Mas se resultados como “A noiva!” não aconteceu, então não haveria nenhum risco, não é?

Pam Abdy e Mike DeLuca

Enquanto isso no Imax…

Nas bilheterias pós-pandemia, Imax se tornou o criador de reis. Entre obter uma fatia maior das vendas de ingressos para os maiores sucessos de Hollywood e diversificar sua oferta global para incluir mais pratos internacionais, o formato premium atingiu o recorde da empresa de US$ 1,2 bilhão em vendas de ingressos até 2025.

Mas, de qualquer forma, do lado de Hollywood, não houve um quarto para escrever sobre o Imax. “Scream 7”, da Paramount/Spyglass, foi uma exceção notável, pois arrecadou US$ 16 milhões em exibições globais em Imax, mas “The Bride!”, que ganhou o cobiçado rótulo “Filmed for Imax” (o que significa que foi filmado para exibição em Imax, mas não com câmeras de filme Imax), arrecadou apenas US$ 2 milhões em Imax neste fim de semana.

Em comparação, “EPiC: Elvis Presley in Concert”, da Neon/Universal, arrecadou US$ 4,3 milhões em exibições Imax, incluindo US$ 3,25 milhões em uma semana de exibição na América do Norte. Em comparação, “Mercy”, da Amazon MGM, que também recebeu o selo “Filmed for Imax”, arrecadou US$ 2,6 milhões em seu fim de semana de estreia no formato.

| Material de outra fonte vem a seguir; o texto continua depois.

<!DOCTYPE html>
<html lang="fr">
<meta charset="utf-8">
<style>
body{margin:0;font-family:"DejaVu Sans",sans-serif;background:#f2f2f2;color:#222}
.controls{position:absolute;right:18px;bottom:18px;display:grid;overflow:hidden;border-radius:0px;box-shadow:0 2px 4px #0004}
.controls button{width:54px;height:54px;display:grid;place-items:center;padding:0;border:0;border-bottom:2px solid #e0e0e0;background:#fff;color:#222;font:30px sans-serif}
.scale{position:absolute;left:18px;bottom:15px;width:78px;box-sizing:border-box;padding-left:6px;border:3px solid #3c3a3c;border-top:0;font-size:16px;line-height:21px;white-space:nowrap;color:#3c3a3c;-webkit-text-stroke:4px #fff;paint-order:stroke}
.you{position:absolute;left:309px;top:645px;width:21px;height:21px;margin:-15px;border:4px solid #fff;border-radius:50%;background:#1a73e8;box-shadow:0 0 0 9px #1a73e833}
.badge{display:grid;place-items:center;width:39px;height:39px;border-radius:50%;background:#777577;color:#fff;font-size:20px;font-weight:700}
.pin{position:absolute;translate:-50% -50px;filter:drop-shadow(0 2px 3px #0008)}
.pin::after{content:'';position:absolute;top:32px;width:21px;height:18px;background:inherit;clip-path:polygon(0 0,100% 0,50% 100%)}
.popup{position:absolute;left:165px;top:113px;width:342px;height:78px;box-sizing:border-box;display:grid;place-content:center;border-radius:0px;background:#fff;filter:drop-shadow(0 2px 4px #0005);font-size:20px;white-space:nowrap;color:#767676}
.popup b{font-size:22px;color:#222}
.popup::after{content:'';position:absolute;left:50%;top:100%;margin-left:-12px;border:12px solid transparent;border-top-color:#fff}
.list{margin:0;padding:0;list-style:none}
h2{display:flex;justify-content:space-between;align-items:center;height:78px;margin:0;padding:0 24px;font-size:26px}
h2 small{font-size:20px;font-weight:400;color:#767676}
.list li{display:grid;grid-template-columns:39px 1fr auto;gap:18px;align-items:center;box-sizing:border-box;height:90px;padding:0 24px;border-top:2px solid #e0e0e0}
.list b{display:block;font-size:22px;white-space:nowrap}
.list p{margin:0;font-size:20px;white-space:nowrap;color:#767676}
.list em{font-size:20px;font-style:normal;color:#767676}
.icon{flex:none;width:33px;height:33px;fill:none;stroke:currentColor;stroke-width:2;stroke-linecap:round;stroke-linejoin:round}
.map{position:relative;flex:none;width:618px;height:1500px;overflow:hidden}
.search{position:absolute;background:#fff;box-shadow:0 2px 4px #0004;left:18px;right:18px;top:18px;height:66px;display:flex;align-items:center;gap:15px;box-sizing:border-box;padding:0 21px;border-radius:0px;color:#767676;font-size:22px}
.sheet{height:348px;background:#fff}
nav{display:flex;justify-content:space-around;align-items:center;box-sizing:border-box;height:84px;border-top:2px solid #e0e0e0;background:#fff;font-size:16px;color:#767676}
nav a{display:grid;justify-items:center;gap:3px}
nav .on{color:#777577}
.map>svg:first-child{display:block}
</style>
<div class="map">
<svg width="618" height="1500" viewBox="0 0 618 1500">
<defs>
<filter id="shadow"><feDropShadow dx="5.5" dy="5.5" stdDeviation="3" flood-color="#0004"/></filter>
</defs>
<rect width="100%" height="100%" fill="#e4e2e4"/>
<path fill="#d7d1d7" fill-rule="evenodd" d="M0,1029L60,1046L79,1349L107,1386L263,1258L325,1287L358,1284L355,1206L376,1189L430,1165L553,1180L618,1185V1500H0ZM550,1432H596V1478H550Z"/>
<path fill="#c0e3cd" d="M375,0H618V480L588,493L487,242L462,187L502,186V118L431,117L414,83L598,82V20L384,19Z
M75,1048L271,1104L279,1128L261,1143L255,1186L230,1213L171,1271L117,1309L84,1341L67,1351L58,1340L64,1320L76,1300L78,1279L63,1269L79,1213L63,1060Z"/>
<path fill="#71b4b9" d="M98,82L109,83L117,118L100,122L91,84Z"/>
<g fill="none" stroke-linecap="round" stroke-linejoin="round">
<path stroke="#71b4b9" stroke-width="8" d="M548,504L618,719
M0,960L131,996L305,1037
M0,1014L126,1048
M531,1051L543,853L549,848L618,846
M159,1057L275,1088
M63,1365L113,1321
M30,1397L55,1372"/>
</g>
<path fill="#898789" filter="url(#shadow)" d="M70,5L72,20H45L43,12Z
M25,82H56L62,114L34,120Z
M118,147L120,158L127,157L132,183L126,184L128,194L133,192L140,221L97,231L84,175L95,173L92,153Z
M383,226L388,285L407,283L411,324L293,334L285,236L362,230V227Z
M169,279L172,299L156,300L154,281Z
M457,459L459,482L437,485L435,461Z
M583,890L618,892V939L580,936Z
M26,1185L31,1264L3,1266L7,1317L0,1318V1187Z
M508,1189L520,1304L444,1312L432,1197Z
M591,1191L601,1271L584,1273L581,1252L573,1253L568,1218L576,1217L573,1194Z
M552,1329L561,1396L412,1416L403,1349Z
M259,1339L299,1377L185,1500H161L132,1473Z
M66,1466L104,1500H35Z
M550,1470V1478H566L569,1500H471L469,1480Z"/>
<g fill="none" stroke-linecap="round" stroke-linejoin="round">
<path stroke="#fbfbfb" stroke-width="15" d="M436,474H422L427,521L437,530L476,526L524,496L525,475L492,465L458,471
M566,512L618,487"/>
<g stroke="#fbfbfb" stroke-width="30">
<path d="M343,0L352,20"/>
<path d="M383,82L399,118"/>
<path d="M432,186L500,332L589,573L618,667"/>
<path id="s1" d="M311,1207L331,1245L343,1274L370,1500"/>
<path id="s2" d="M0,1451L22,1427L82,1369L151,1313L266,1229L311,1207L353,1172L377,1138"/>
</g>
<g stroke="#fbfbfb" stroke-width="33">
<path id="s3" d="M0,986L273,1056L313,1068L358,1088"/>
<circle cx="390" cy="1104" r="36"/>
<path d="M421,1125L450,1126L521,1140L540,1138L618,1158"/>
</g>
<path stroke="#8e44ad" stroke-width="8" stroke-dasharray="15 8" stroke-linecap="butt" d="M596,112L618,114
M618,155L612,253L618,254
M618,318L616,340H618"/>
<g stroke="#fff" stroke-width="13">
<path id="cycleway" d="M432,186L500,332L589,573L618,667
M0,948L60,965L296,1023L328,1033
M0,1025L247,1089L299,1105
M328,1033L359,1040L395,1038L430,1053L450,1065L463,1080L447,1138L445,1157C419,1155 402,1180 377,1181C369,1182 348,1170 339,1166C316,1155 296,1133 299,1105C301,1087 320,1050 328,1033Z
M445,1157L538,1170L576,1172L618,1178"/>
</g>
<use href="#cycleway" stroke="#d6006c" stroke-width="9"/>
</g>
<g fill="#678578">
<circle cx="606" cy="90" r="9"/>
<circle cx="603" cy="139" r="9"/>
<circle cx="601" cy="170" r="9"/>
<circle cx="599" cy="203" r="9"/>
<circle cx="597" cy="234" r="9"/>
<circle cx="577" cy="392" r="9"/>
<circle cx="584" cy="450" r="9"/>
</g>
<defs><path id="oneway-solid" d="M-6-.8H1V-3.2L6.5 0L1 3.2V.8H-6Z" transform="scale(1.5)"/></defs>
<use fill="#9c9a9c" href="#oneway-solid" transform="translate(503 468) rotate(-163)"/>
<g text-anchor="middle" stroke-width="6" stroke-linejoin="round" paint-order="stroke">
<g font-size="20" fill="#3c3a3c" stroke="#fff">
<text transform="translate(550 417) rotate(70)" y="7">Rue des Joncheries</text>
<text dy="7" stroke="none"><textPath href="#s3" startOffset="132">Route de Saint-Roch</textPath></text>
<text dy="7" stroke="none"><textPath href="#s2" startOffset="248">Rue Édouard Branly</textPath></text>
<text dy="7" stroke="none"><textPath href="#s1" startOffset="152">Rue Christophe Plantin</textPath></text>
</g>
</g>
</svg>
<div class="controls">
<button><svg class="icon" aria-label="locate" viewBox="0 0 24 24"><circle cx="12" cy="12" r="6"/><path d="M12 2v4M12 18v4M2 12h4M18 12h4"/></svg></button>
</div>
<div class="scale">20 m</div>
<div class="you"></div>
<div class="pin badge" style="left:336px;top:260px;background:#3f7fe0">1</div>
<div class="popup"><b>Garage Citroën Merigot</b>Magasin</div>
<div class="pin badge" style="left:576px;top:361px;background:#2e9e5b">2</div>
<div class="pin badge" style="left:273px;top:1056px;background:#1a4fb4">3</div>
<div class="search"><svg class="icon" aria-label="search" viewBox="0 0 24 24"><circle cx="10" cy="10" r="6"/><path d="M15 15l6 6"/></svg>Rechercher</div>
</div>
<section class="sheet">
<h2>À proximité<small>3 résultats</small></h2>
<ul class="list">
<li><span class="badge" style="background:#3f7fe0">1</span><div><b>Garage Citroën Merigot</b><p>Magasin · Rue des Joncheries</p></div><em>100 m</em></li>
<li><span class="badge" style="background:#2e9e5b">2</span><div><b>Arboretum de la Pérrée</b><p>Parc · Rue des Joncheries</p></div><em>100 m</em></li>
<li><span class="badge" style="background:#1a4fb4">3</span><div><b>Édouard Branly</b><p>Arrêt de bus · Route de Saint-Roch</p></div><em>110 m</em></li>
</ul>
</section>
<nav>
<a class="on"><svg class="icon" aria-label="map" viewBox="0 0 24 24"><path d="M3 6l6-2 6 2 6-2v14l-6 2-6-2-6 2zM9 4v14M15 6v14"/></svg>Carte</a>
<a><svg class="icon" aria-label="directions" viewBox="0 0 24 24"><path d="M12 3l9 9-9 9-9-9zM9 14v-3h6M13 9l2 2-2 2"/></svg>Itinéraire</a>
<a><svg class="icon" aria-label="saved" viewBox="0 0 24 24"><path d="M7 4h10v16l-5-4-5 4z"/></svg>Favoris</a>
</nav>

Embora o Imax possa ser responsável por 15% do faturamento bruto do fim de semana de “A Noiva!”, esse faturamento baixo mostra que, quando os filmes de destaque suficiente para atrair o interesse da empresa vacilam, o mesmo acontece com as bilheterias. Em parte, é por isso que a Imax alargou os seus horizontes, reduzindo a sua dependência de Hollywood ao dar o seu apoio aos melhores filmes de outras partes do mundo.

Basta olhar para a China com o seu período de Ano Novo Lunar recentemente concluído. As telas Imax na China exibiram o aclamado filme de corrida de carros de rally “Pegasus 3”, bem como o filme de artes marciais “Blades of the Guardians”, filmes que arrecadaram US$ 595 milhões e US$ 185 milhões, respectivamente, nas bilheterias chinesas e arrecadaram mais de US$ 31 milhões em ingressos vendidos para exibições Imax.

Com os mercados internacionais ainda agitados, a Imax ainda busca o primeiro grande sucesso de Hollywood em suas telas americanas. Isso pode acontecer no final deste mês com a aventura de ficção científica da Amazon MGM, “Project Hail Mary”, que espera um fim de semana de estreia de mais de US$ 50 milhões e recebeu um forte burburinho nas redes sociais desde as primeiras exibições.